トヨタが世界で進める、販売戦略の再構築に迫る
販売目標据え置き、中国攻勢・北米テコ入れ
トヨタは6日発表の好調な決算を受けても、連結販売台数目標は据え置いた。「売上高は三角から丸(の間)。まだまだ顧客に提供できる」(小林耕士副社長)。販売力強化は重要課題の一つだとの認識だ。特に売り上げは伸ばしながら利益を落とした米国と、成長市場である中国の動向が注目だ。
18年4―9月期連結決算で、北米での連結販売台数は前年同期比1万5000台増の141万1000台、売上高は同3・8%増の5兆4275億円となったが、営業利益は同23・3%減の1109億円に沈んだ。ピックアップトラックやSUVの販売は好調だが、為替や原材料費上昇、原価改善幅の縮小などが響いた。

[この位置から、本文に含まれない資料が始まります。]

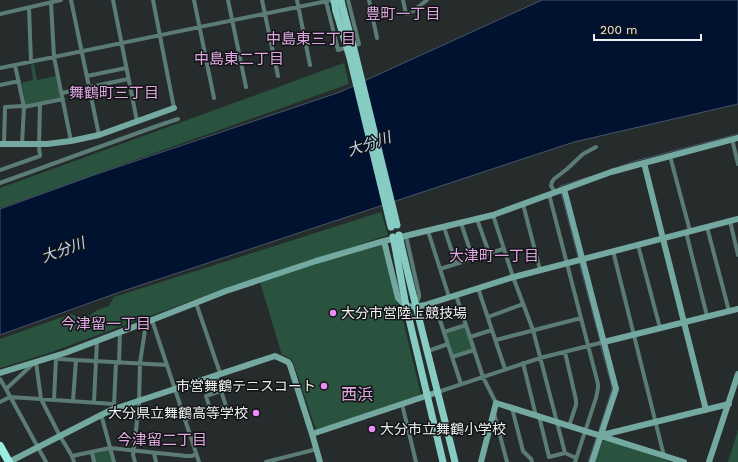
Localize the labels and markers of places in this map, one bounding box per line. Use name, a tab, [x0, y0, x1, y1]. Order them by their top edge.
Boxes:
place label: 大分市営陸上競技場	[341, 305, 467, 321]
marker: 大分市営陸上競技場	[328, 308, 338, 318]
place label: 市営舞鶴テニスコート	[176, 378, 316, 394]
marker: 市営舞鶴テニスコート	[319, 381, 329, 391]
place label: 大分県立舞鶴高等学校	[108, 405, 248, 421]
marker: 大分県立舞鶴高等学校	[251, 408, 261, 418]
place label: 大分市立舞鶴小学校	[380, 421, 506, 437]
marker: 大分市立舞鶴小学校	[367, 424, 377, 434]

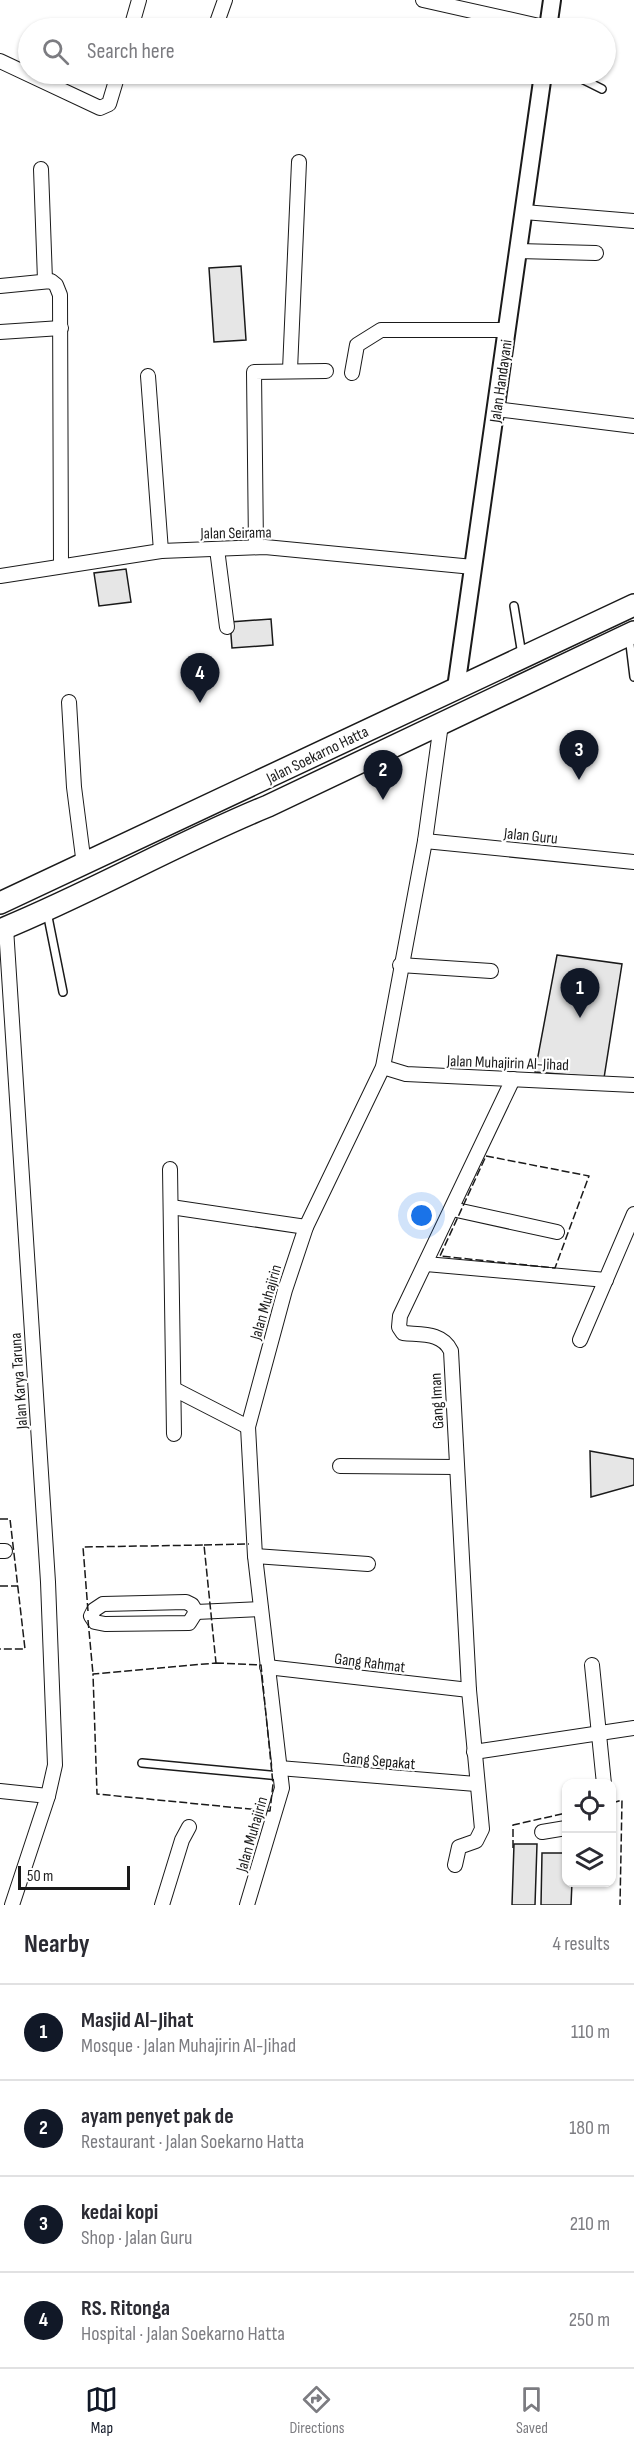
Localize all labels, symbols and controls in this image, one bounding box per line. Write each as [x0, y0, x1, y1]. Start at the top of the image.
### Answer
search box [18, 18, 616, 84]
icon: search [39, 35, 72, 68]
text: Search here [87, 38, 174, 65]
street label: Jalan Handayani [486, 338, 517, 425]
street label: Jalan Seirama [199, 523, 272, 544]
pin: 4 [180, 654, 220, 703]
street label: Jalan Soekarno Hatta [263, 723, 372, 789]
pin: 3 [560, 730, 598, 780]
pin: 2 [364, 750, 403, 800]
street label: Jalan Guru [502, 824, 559, 849]
pin: 1 [560, 968, 600, 1018]
street label: Jalan Muhajirin Al-Jihad [446, 1052, 569, 1075]
your location [407, 1201, 436, 1230]
street label: Jalan Muhajirin [246, 1263, 286, 1343]
street label: Jalan Karya Taruna [7, 1332, 32, 1431]
street label: Gang Iman [427, 1372, 448, 1430]
street label: Gang Rahmat [333, 1650, 406, 1677]
street label: Gang Sepakat [342, 1749, 416, 1774]
map controls [562, 1779, 616, 1887]
button: locate [562, 1779, 616, 1833]
street label: Jalan Muhajirin [232, 1795, 272, 1875]
button: layers [562, 1833, 616, 1887]
scale bar [18, 1863, 130, 1890]
text: 50 m [27, 1867, 53, 1886]
text: Nearby [24, 1929, 90, 1960]
text: 4 results [553, 1932, 610, 1956]
text: Masjid Al-Jihat [81, 2007, 194, 2034]
text: 1 [40, 2020, 47, 2044]
text: 110 m [571, 2020, 610, 2044]
text: Mosque · Jalan Muhajirin Al-Jihad [81, 2034, 296, 2058]
text: ayam penyet pak de [81, 2103, 234, 2130]
text: 2 [39, 2116, 48, 2140]
text: 180 m [569, 2116, 610, 2140]
text: Restaurant · Jalan Soekarno Hatta [81, 2130, 304, 2154]
text: kedai kopi [81, 2199, 158, 2226]
text: 3 [39, 2212, 48, 2236]
text: 210 m [570, 2212, 610, 2236]
text: Shop · Jalan Guru [81, 2226, 192, 2250]
text: RS. Ritonga [81, 2295, 170, 2322]
text: 4 [39, 2308, 48, 2332]
text: 250 m [569, 2308, 610, 2332]
text: Hospital · Jalan Soekarno Hatta [81, 2322, 285, 2346]
tab: Map [85, 2383, 118, 2438]
tab: Directions [289, 2383, 344, 2438]
tab: Saved [515, 2383, 548, 2438]

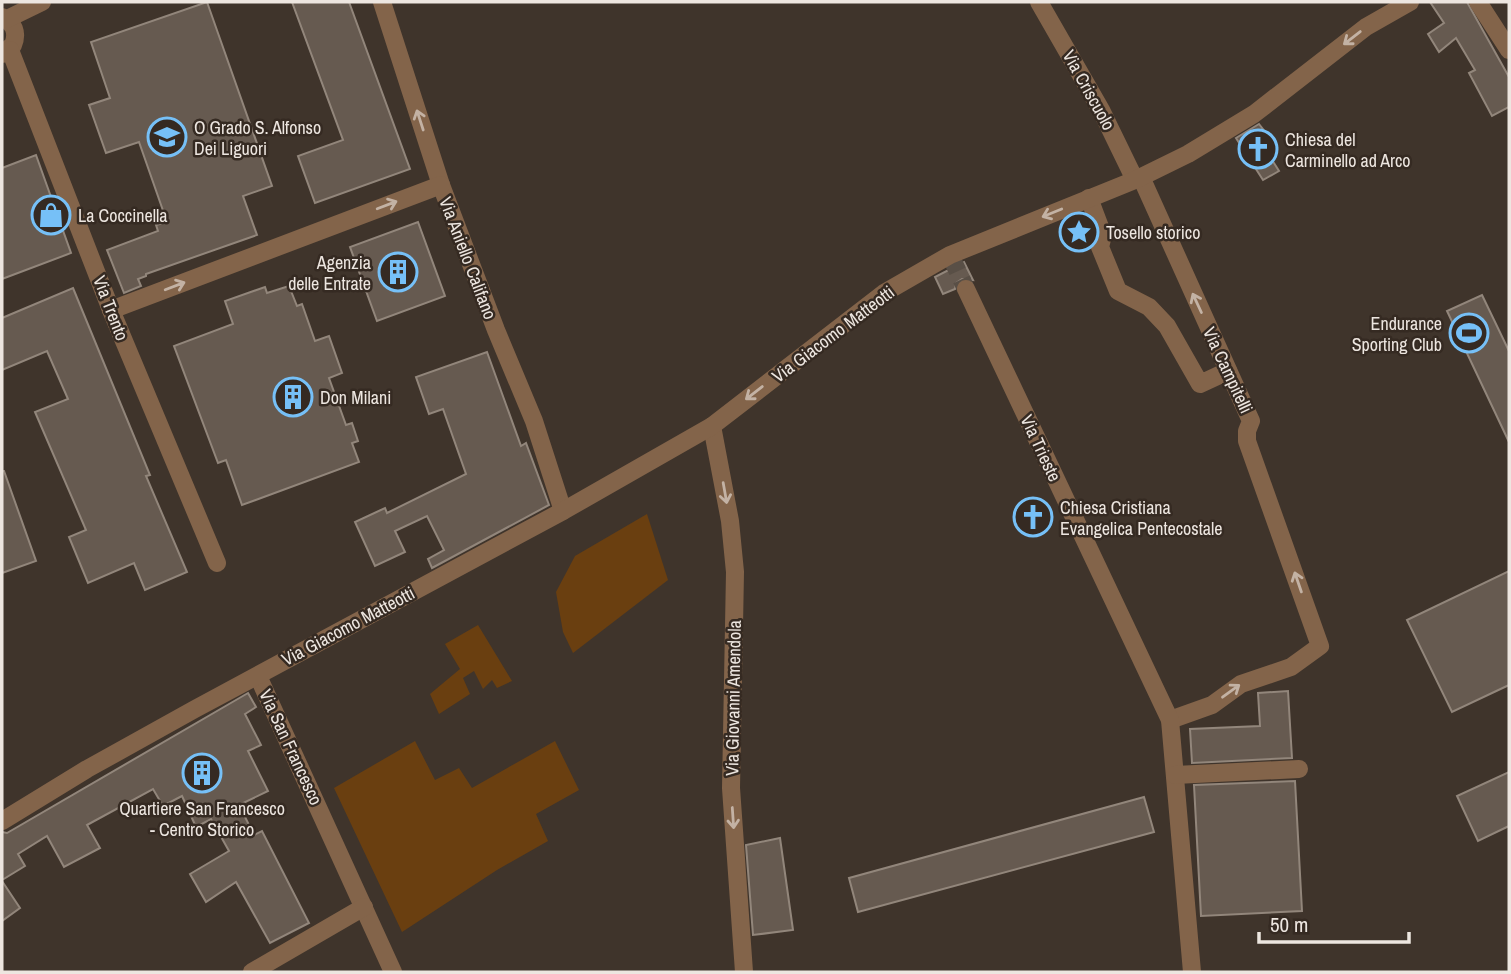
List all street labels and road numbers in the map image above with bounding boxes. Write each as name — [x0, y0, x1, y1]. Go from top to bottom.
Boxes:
street label: Via Criscuolo — [1057, 45, 1121, 135]
street label: Via Aniello Califano — [433, 193, 503, 323]
street label: Via Trento — [87, 272, 135, 344]
street label: Via Giacomo Matteotti — [767, 280, 899, 388]
street label: Via Campitelli — [1197, 323, 1259, 417]
street label: Via Trieste — [1015, 410, 1067, 486]
street label: Via Giacomo Matteotti — [277, 580, 419, 672]
street label: Via Giovanni Amendola — [719, 620, 747, 776]
street label: Via San Francesco — [253, 685, 329, 809]

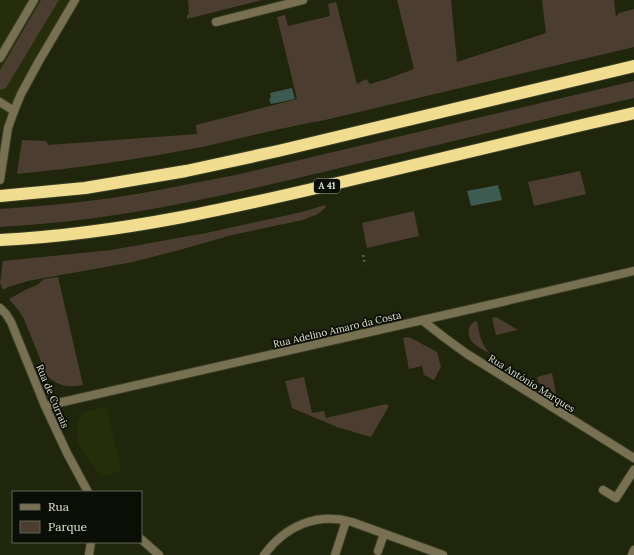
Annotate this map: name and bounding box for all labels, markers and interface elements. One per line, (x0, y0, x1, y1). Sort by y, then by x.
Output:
road number: A 41 (314, 179, 340, 193)
street label: Rua Adelino Amaro da Costa (272, 308, 402, 351)
street label: Rua António Marques (486, 351, 578, 416)
street label: Rua de Currais (33, 362, 72, 430)
legend (12, 491, 142, 543)
text: Rua (48, 499, 69, 514)
text: Parque (48, 519, 88, 534)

加えてアジアが伸びた。18年4―9月期はアジア市場の連結販売台数が前年同期比6万7000台増の81万1000台に増加。売上高は同6・1%増の2兆6349億円、営業利益は同32・3%増の2834億円と伸びた。通期では中国などを含む総販売台数も1050万台で据え置く。
米中貿易摩擦など見通しは不透明だが、ルロワ副社長は「長期的には成長する。グローバルトヨタにとって重要。次のステップを考えないといけない」と力を込める。
同社の販売戦略が功を奏すかは、今後の実績に表れそうだ。